───── Data extracts

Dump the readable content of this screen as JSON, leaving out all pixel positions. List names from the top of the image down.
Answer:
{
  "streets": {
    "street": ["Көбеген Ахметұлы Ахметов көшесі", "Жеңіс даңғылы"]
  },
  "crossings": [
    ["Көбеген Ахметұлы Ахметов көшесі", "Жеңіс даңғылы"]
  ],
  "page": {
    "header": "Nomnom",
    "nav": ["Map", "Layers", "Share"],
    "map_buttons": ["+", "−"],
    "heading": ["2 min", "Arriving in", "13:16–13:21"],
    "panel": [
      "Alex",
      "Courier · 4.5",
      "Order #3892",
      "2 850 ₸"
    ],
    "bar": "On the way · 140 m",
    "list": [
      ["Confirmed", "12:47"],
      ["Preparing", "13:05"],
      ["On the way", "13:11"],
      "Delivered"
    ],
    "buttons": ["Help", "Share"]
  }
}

──────────

> **Prompt**: Print out all of the records above, word for word.

> **Response**:
Dump the readable content of this screen as JSON, leaving out all pixel positions. List names from the top of the image down.
Answer:
{
  "streets": {
    "street": ["Көбеген Ахметұлы Ахметов көшесі", "Жеңіс даңғылы"]
  },
  "crossings": [
    ["Көбеген Ахметұлы Ахметов көшесі", "Жеңіс даңғылы"]
  ],
  "page": {
    "header": "Nomnom",
    "nav": ["Map", "Layers", "Share"],
    "map_buttons": ["+", "−"],
    "heading": ["2 min", "Arriving in", "13:16–13:21"],
    "panel": [
      "Alex",
      "Courier · 4.5",
      "Order #3892",
      "2 850 ₸"
    ],
    "bar": "On the way · 140 m",
    "list": [
      ["Confirmed", "12:47"],
      ["Preparing", "13:05"],
      ["On the way", "13:11"],
      "Delivered"
    ],
    "buttons": ["Help", "Share"]
  }
}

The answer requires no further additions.